LeRoy Roybal, manager of downtown cannabis store Minerva Canna, said he hopes the stigma of cannabis use will fade quickly.

“I think we’re freeing a lot of hearts and souls,” he said. “It will be like having a cup of coffee at Starbucks.”

Supportive lawmakers hope broad legalization of marijuana will eliminate black markets, boost employment and provide stable new sources of government revenue.

Consumers will initially rely heavily on supplies from 35 legacy marijuana companies that have taken root over the past 15 years. Cannabis regulators have issued more than 230 new marijuana business licenses so far – to growers, retailers and manufacturing facilities for extracts and edibles.

Governor Michelle Lujan Grisham said Thursday that the broad legalization of marijuana is responding to popular demands and generating opportunities for small businesses.

“That’s what consumers want,” said Lujan Grisham, a candidate for re-election in November. “We have the potential for 11,000 additional workers, jobs in places where young people can work and stay, like Torrance County and Texico and Tucumcari and Raton.”

Local governments cannot completely ban cannabis businesses, although they can restrict locations and hours of operation. Public consumption is prohibited under penalty of a $50 fine for the first violation.

New business licenses for cafes or cannabis lounges have not yet been applied for – leaving people to indulge at their homes or at designated hotels, casinos and cigar shops.

In southern New Mexico, Mayor Javier Perea of ​​Sunland Park says marijuana retailers can set up shop anywhere in the small town bordered by the Rio Grande and fenced along the US border with Mexico.

He said about 30 marijuana businesses have applied for licensing in the city of just 17,000 people, banking on tourism near El Paso, Texas, and Ciudad Juarez in Mexico.

Perea hopes the industry will create economic opportunities and tax revenues to strengthen city services. Local governments will receive a minority share of the state’s 12% excise tax on recreational marijuana sales, as well as a share of additional sales taxes. Medical cannabis remains tax exempt.

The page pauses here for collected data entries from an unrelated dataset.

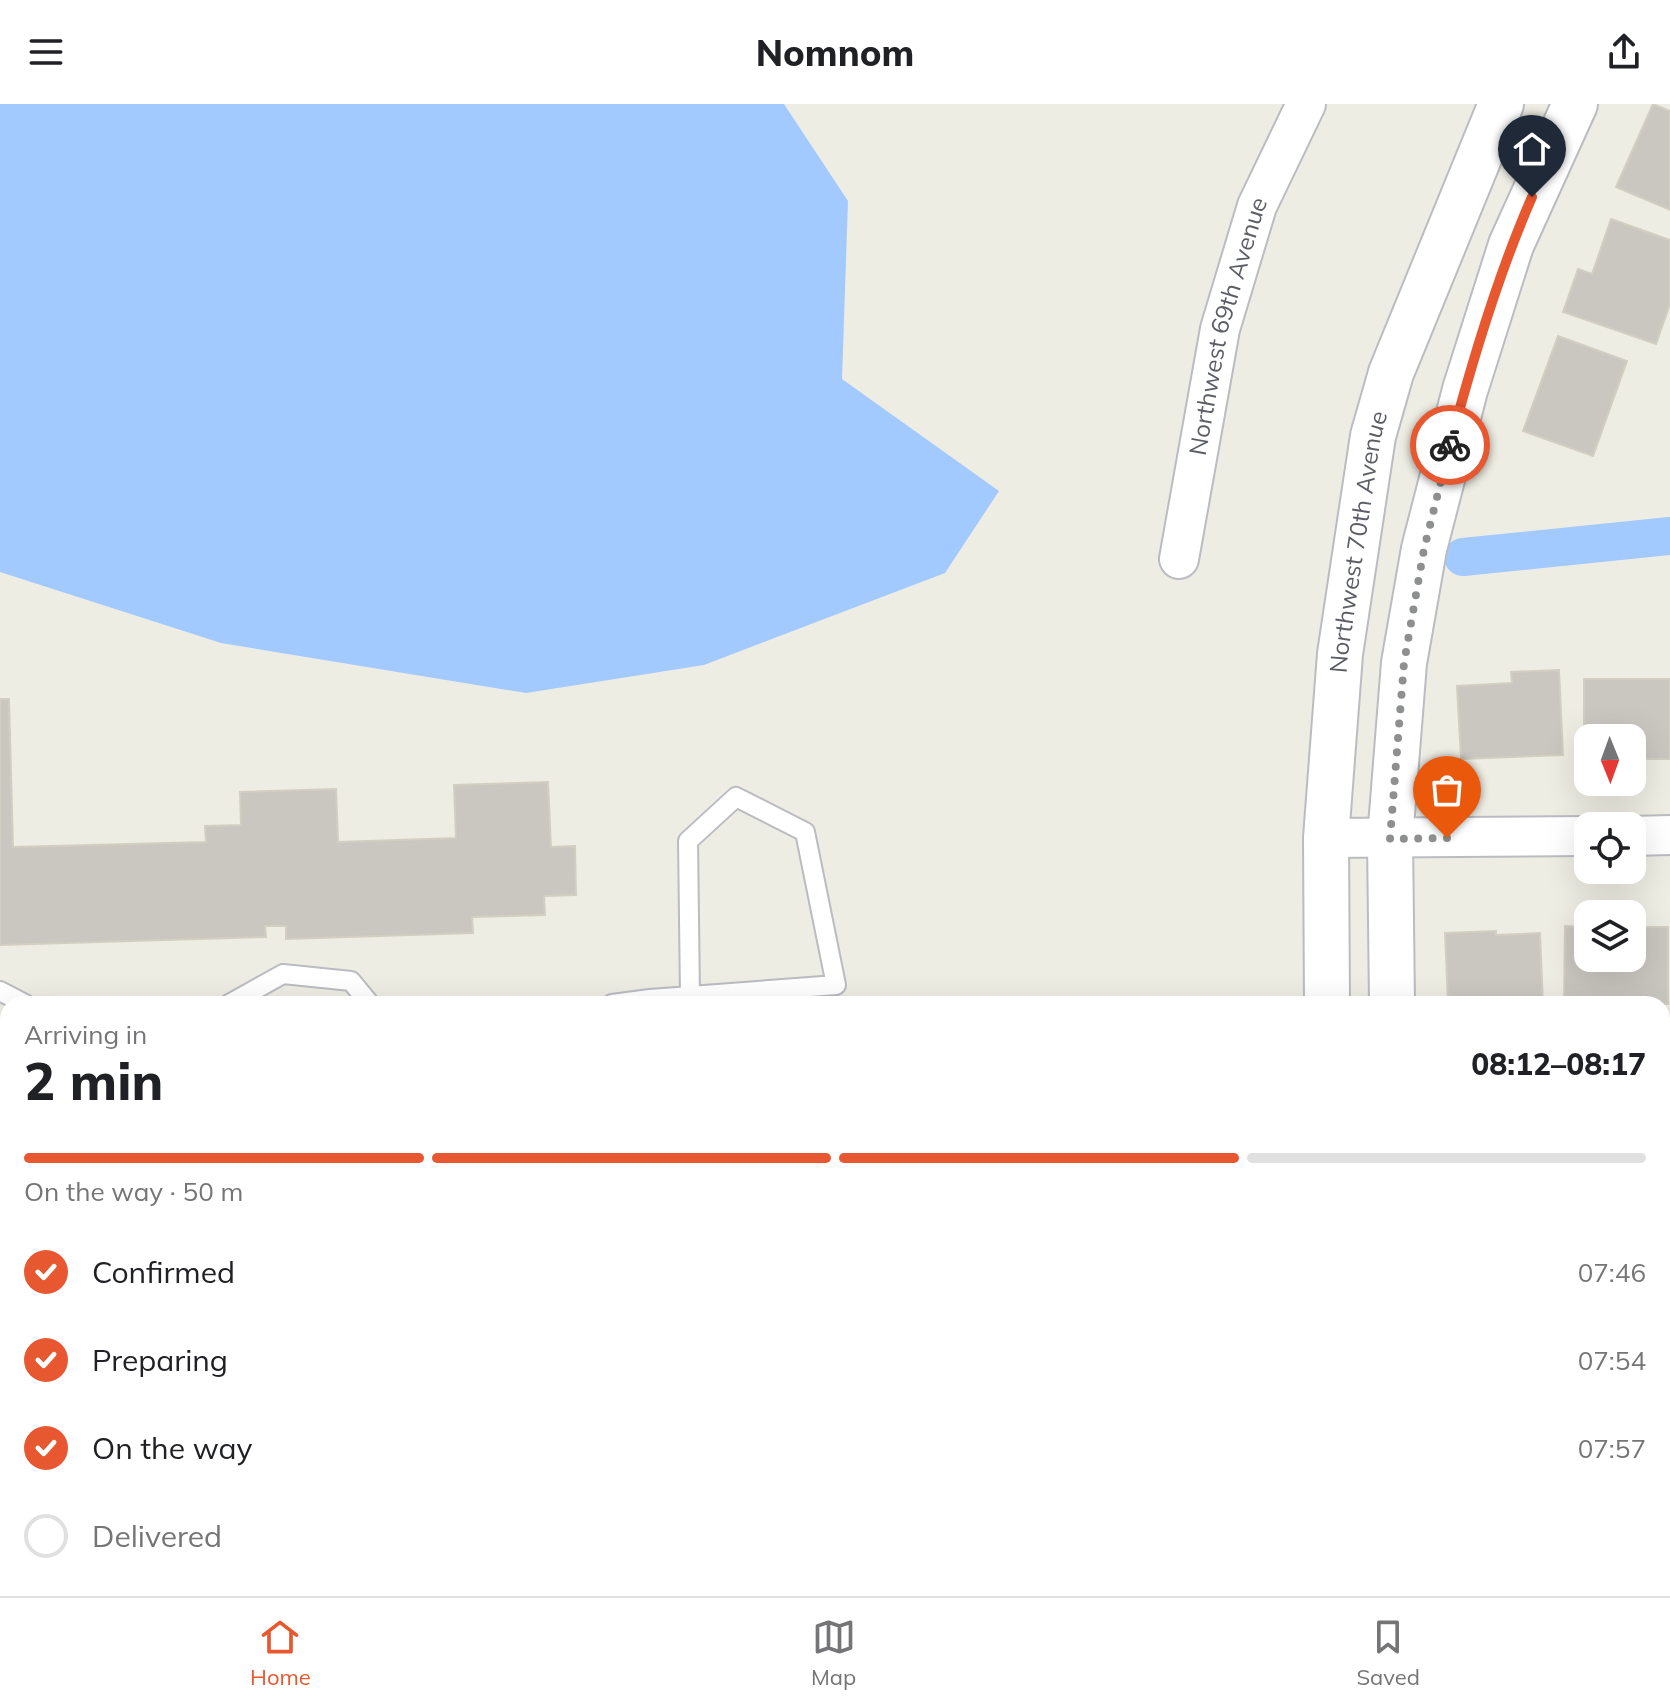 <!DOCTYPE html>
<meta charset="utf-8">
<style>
body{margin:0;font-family:Mulish,sans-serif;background:#f2f2f2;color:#202124;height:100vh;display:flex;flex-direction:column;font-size:30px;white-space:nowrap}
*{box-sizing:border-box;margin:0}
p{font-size:26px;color:#757577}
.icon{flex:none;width:44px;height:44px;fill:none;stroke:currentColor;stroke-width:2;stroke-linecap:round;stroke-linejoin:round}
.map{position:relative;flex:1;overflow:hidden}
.side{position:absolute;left:0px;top:892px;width:1670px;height:600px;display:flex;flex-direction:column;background:#fff;border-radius:24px 24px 0 0;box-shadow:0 8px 32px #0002}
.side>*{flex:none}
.needle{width:52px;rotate:179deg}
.tools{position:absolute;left:1574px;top:620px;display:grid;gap:16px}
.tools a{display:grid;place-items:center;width:72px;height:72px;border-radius:16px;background:#fff;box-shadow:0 8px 32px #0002;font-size:40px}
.pin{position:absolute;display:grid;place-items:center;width:68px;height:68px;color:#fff;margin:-82px -34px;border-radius:50% 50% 50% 0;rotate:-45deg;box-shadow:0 0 8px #0007}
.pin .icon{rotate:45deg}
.courier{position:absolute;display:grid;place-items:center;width:80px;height:80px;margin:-40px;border:6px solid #e75830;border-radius:50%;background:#fff;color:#222;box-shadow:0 2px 10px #0007}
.overview em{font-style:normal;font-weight:800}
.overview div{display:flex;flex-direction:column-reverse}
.overview{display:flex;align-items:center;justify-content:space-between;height:136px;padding:0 24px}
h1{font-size:52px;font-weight:800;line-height:60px}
.bar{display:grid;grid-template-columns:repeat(4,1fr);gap:12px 8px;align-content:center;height:96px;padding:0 24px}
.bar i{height:10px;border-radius:6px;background:#e0e0e0}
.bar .active{background:#e75830}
.bar p{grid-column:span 4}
ol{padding:0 24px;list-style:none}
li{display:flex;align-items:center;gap:24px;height:88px}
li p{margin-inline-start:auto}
li .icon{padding:8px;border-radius:50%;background:#e75830;color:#fff;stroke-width:4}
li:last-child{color:#757577}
li i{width:44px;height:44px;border:4px solid #e0e0e0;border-radius:50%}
header{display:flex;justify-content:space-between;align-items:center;height:104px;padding:0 24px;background:#fff;font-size:36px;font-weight:800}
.tab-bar{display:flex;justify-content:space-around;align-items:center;height:112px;border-top:2px solid #e0e0e0;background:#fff;font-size:22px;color:#757577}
.tab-bar a{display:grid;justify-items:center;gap:4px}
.tab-bar .active{color:#e75830}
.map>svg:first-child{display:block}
.commercial{fill:#fdfad9}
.water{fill:#a3cafe}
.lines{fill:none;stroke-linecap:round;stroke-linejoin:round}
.canal{stroke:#a3cafe;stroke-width:38}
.building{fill:#c9c7c0;stroke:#d2cfc2;stroke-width:2}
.service-casing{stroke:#bbbcc2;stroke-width:22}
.minor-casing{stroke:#bbbcc2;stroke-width:42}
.tertiary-casing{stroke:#bbbcc2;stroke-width:48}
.trunk-casing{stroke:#edc504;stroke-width:48}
.service{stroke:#fff;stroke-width:18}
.minor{stroke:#fff;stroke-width:38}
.tertiary{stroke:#fff;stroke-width:44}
.trunk{stroke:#fcf69a;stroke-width:44}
.done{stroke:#8e9090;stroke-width:8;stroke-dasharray:0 14.4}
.route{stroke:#e75830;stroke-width:10}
.labels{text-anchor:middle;stroke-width:7;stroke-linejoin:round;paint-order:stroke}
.street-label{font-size:24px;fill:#5b5e64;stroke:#fff}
</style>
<header><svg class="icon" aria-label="menu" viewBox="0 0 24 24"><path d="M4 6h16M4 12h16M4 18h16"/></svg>Nomnom<svg class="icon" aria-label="share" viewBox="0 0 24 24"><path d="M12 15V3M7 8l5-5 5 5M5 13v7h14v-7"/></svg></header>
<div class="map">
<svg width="1670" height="1492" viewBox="0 0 1670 1492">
<rect width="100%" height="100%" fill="#eeede3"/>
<path class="commercial" d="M0,974H8V1454L0,1455Z
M1662,981H1670V1418H1662Z"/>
<path class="water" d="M0,0H784L848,97L842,275L999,387L945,469L704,561L526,589L221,539L0,468Z"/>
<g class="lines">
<path class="canal" d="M1463,453L1670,432"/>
</g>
<path class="building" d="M1653,0L1670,7V106L1616,83Z
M1611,115L1670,136V200L1656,240L1563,208L1578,165L1592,170Z
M1558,232L1627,257L1593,352L1523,327Z
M1559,566L1563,651L1461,655L1457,582L1512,579L1511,568Z
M1584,575H1670V655H1632V634H1588V655H1584Z
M0,595H9L13,743L206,738L205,722L241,721L240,688L336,685L338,738L456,734L454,681L548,678L551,743L575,742L576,791L544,792L545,811L472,813L473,829L286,835V822H265L266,833L0,841Z
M1565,822L1588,823V854H1632V823H1668V900L1564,899Z
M1496,827V831L1540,829L1543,900H1448L1445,829Z
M1662,1179H1666L1667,1240H1662Z"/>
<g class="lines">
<g class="service-casing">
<path id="service" d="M0,887L25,900
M229,900L283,870L351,877L370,900
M612,900L650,895L836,881L805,728L736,693L688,737L690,892
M1617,1484V1492
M269,1492V1484"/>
</g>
<g class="minor-casing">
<g id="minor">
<path id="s1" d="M1179,455L1220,225L1257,102L1306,0"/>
<path d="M1632,732L1670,731"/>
<path d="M1326,734L1588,732"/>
</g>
</g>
<g class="tertiary-casing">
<g id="tertiary">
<path id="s2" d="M1327,900L1326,734L1340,550L1373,332L1391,269L1501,0"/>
<path d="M1392,900L1390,735L1404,559L1424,445L1465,286L1511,141L1575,0"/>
<path d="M1282,1484L1285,1492"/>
<path d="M1340,1492L1343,1484"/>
</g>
</g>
<g class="trunk-casing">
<path id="trunk" d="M1662,1460H1670
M344,1492L707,1484"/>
</g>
<use href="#service" class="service"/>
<use href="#minor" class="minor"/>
<use href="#tertiary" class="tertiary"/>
<use href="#trunk" class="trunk"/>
</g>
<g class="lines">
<path class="done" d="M1447,734L1390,735L1404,559L1424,445L1450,341"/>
<path class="route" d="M1450,341C1472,257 1497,173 1532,93"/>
</g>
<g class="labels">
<g class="street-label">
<text dy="8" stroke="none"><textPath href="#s1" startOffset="238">Northwest 69th Avenue</textPath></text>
<text dy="8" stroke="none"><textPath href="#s2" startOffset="464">Northwest 70th Avenue</textPath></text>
</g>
</g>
</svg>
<div class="tools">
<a><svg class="needle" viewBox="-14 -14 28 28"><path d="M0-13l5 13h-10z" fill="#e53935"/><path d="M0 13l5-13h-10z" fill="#757577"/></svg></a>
<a><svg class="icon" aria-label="locate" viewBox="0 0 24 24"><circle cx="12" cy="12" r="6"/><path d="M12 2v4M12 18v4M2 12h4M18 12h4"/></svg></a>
<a><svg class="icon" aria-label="layers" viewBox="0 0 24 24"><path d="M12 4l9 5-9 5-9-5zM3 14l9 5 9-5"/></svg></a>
</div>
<div class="pin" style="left:1447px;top:734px;background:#ea580c"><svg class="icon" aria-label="bag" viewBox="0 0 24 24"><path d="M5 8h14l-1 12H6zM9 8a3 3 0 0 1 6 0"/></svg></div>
<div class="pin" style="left:1532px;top:93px;background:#1f2937"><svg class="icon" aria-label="home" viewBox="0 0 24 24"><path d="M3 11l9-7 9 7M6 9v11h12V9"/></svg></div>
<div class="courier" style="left:1450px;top:341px"><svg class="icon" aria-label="bike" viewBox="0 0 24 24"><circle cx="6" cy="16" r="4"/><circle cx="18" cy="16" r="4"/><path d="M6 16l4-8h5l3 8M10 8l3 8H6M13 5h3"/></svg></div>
<section class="side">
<div class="overview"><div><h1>2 min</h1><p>Arriving in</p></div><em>08:12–08:17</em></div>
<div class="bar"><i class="active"></i><i class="active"></i><i class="active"></i><i></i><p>On the way · 50 m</p></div>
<ol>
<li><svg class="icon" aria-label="check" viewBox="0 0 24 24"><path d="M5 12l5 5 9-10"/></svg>Confirmed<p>07:46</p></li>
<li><svg class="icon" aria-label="check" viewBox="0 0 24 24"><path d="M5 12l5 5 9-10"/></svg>Preparing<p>07:54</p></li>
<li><svg class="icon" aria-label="check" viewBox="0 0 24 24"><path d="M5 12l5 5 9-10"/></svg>On the way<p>07:57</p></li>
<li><i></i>Delivered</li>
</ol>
</section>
</div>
<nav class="tab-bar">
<a class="active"><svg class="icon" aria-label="home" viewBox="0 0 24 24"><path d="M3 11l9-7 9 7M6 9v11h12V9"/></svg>Home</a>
<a><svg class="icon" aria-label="map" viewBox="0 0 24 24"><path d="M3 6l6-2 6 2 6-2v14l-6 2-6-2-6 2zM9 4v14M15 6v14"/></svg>Map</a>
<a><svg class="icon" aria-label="saved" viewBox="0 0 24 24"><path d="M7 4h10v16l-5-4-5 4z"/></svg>Saved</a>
</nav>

“The only thing we’re going to struggle with is that we’re going to run out of buildings” for new businesses, he said.

Legal experts warn that people who buy cannabis in New Mexico and choose to return home to other states risk criminal penalties, arrest and incarceration, including in Texas.

Paul Armento, deputy director of drug policy group NORML, said Texas was a top state for marijuana possession arrests and that possession of marijuana concentrates, which are legal in New Mexico , is punishable in Texas by up to two years in prison. and a fine of $10,000.

Marijuana also remains illegal under federal law to possess, use, or sell — a standard that applies to large swathes of federal lands and Indian Country in New Mexico.

New Mexico’s cannabis industry, still dependent on cash to avoid breaking federal law, has access to banking services through an alternative certification system for credit unions and banks backed by attorneys general States.

The state also plans to take out $5 million in low-interest loans to small cannabis businesses that don’t have access to traditional credit.

New Mexico lawmakers have sought to reverse the damage inflicted by the criminalization of marijuana on minority communities and poor households by automatically dismissing or expunging past cannabis-related convictions, encouraging social and economic diversity in employment and reducing financial barriers for start-ups.

The state’s micro-enterprise license to grow up to 200 plants for a fixed fee of $1,000 is attracting new commercial growers such as recently retired US sailor Kyle Masterson and his wife Ivy, a veteran of the Hispanic military with business consulting experience. They raise three children and turn to cannabis in mid-life.

The Mastersons, residents of suburban Rio Rancho, searched more remote areas for an affordable building to grow high-quality marijuana under lights, settling in a vacant former movie theater in Cuba, New Mexico, Mexico. foot of the Jemez Mountains.

“It was fine, it was fine and out of a vision of what we could do,” said Kyle, who served in four combat deployments to Iraq and Afghanistan. “We are used to working in austere environments without too many guidelines and doing our best.”